All lines holding the word "place" should be located in the records and copied.

Material supplied:
Start of Block

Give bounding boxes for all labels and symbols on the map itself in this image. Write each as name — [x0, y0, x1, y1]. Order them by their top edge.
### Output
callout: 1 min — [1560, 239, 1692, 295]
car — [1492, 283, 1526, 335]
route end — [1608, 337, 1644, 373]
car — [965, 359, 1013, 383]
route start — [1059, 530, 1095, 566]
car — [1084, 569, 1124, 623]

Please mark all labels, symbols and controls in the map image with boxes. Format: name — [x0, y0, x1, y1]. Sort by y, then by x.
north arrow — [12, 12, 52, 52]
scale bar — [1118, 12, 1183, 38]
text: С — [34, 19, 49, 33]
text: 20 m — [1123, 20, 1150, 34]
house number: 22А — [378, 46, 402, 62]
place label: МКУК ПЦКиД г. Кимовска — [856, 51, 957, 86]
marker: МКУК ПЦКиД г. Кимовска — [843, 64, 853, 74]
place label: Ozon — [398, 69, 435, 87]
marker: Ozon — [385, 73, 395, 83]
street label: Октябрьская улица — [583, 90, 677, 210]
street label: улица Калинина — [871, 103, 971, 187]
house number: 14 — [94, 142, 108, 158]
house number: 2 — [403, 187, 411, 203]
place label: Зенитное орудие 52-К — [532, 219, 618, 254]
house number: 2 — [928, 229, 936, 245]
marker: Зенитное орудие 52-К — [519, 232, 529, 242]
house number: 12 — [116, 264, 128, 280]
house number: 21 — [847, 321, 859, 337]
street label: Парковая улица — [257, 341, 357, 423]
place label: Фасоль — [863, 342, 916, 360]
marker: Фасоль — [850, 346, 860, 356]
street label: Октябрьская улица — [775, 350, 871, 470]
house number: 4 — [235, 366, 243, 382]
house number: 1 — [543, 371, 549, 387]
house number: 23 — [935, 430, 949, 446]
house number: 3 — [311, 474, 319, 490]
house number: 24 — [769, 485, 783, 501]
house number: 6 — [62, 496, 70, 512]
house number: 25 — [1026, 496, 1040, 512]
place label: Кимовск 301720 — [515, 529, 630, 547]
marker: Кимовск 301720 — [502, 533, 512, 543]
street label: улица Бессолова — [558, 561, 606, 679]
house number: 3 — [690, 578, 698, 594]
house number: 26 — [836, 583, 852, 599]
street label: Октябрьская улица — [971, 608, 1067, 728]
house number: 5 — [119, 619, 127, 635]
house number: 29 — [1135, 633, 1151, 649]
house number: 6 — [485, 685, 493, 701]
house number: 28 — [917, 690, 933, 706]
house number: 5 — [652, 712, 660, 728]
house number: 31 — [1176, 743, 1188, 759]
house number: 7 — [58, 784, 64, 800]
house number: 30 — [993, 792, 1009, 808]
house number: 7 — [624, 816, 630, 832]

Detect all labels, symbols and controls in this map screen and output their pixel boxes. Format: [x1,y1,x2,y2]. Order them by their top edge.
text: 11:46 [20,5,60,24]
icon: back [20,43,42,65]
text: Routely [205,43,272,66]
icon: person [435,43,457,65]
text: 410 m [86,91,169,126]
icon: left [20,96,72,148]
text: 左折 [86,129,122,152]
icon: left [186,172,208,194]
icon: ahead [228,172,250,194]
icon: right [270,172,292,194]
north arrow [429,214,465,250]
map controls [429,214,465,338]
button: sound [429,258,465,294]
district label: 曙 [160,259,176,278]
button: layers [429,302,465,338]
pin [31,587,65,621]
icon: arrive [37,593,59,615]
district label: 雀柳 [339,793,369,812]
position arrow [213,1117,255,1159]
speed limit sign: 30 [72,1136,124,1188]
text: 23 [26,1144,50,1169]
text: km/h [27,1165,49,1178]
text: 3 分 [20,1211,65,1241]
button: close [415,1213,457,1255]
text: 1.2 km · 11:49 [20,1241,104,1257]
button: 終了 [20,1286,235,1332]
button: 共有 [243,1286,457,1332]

End of Block

Exercise response:
place label: МКУК ПЦКиД г. Кимовска — [856, 51, 957, 86]
place label: Ozon — [398, 69, 435, 87]
place label: Зенитное орудие 52-К — [532, 219, 618, 254]
place label: Фасоль — [863, 342, 916, 360]
place label: Кимовск 301720 — [515, 529, 630, 547]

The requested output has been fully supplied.